This comparison also helps the brand’s value proposition. “If I compare our product to a takeaway, suddenly we’re a value product,” he says. “Could we take 1%-2% of the £7bn Indian takeaway and delivery market? One hundred per cent we could. That’s the opportunity, rather than the competition in the ethnic aisle.”
Disrupting ‘sleepy’ categories
It’s an aisle Arora thinks has become “stale”. He hopes Gymkhana can do for the world food aisle what he’s seen multiple “disruptive brands” do for others “when they come after those sleepy categories”.
“You talk about the most mundane category: canned tomatoes. Then here comes Mutti with this incredible quality, doing a phenomenal job of delivering a product that’s two, three times more expensive. Bold Bean, Pip & Nut, Manilife – these are all brands that are going after these sleepy categories.”
Gymkhana is also going after the US. Its first restaurant will open in Las Vegas “in November or December”, with Gymkhana Fine Foods launching at a similar time online, to be followed by “a national exclusive launch in a big retailer in February”.
Meanwhile, on British shores, the brand is in “late-stage talks” with further national retailers for launches next year while it’s also planning some “very exciting, very disruptive innovation” for April.
The response from retailers has been “amazing”. After initially listing six SKUs in 120 stores in October, Waitrose rolled the brand out to 289 stores in May and took five more products.

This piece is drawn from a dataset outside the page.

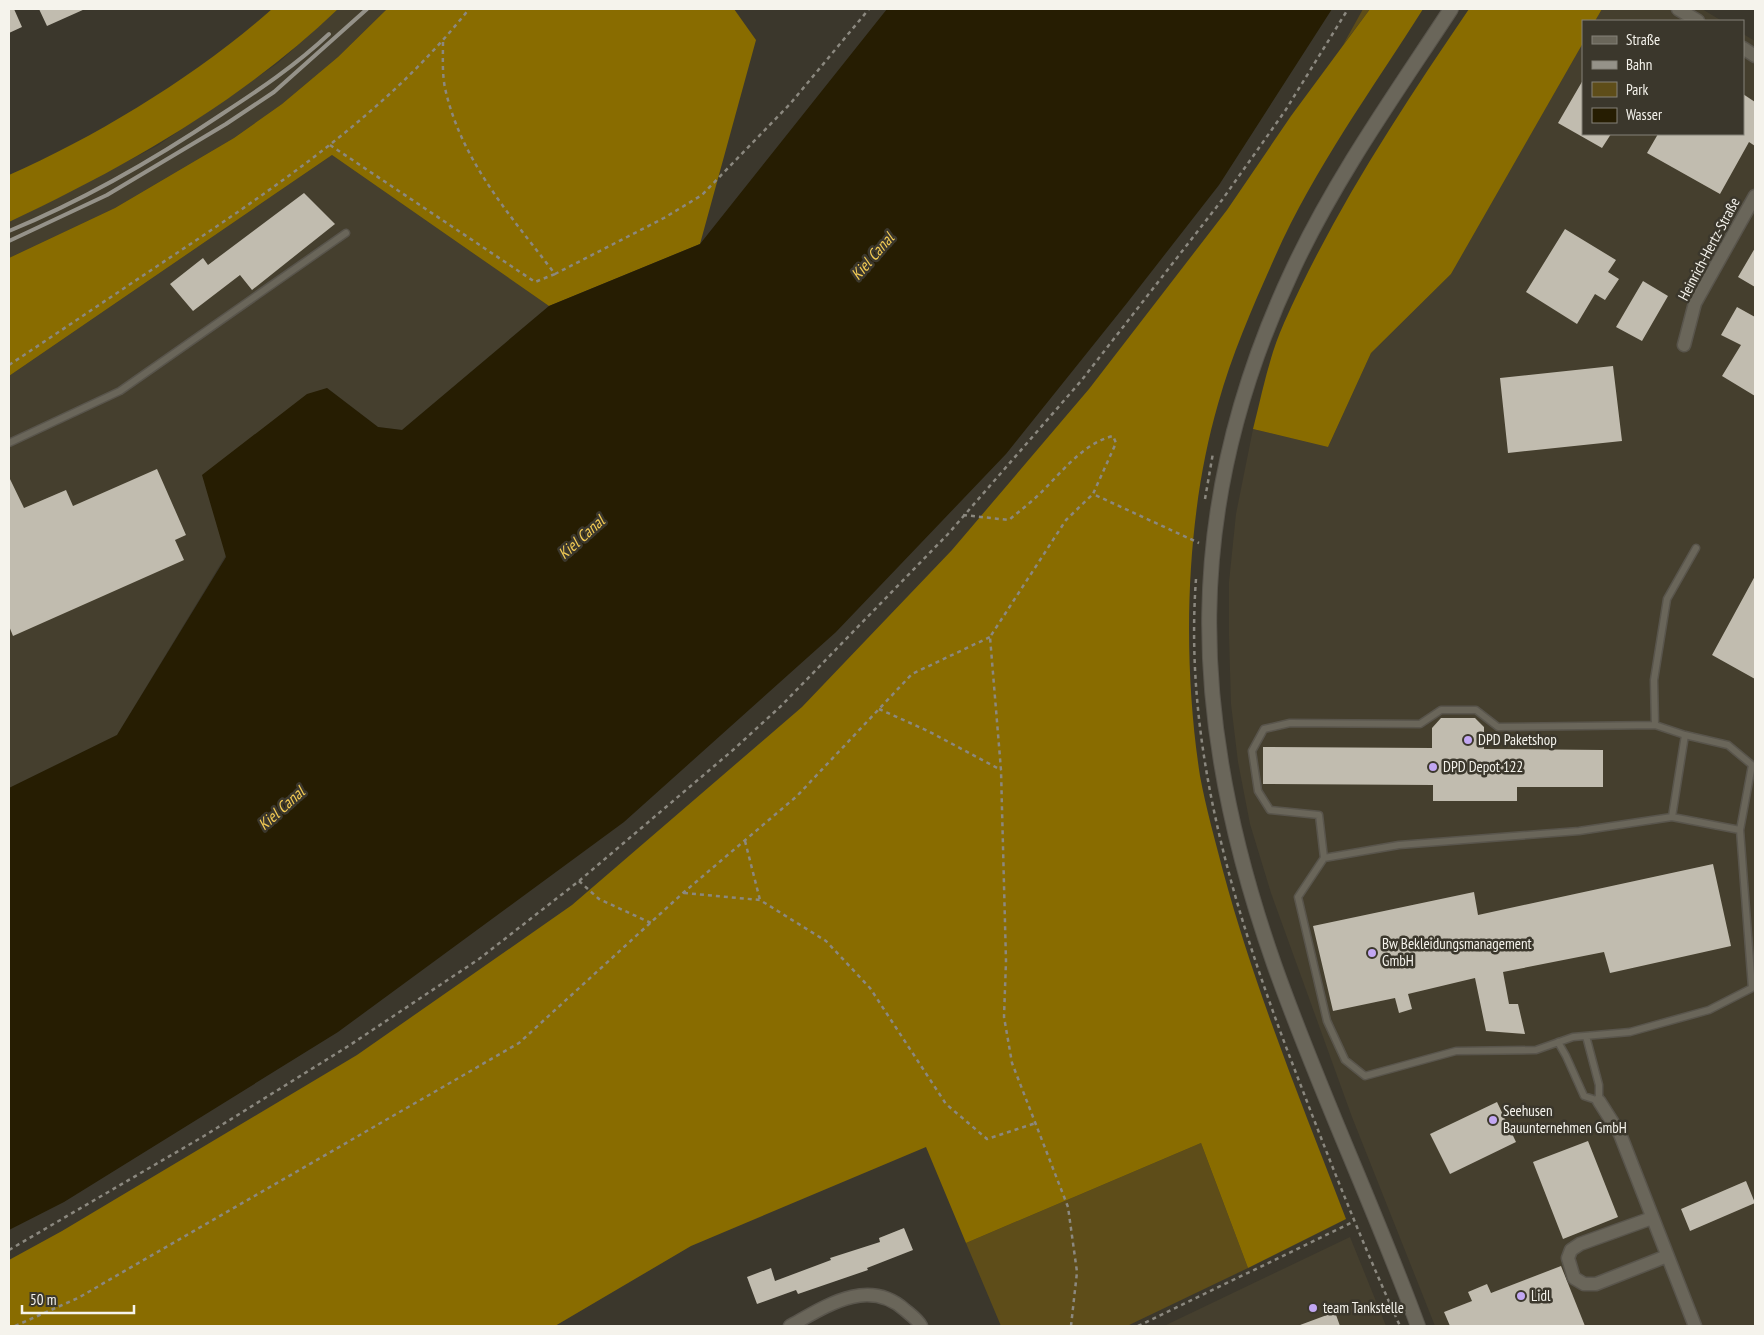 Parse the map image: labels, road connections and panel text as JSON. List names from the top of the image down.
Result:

“We’ve taken a category that was growing at 1%-2% at Waitrose and completely changed its trajectory – and 94% of that category growth is driven by Gymkhana,” Arora says. “Ottolenghi is doing the same for Middle Eastern. It’s a groundswell. All of a sudden, consumers are like: You know what? To expect any sort of quality in a jar, I’ve got to pay minimum £5. So, you just shifted the consumer. And that’s what retailers love.”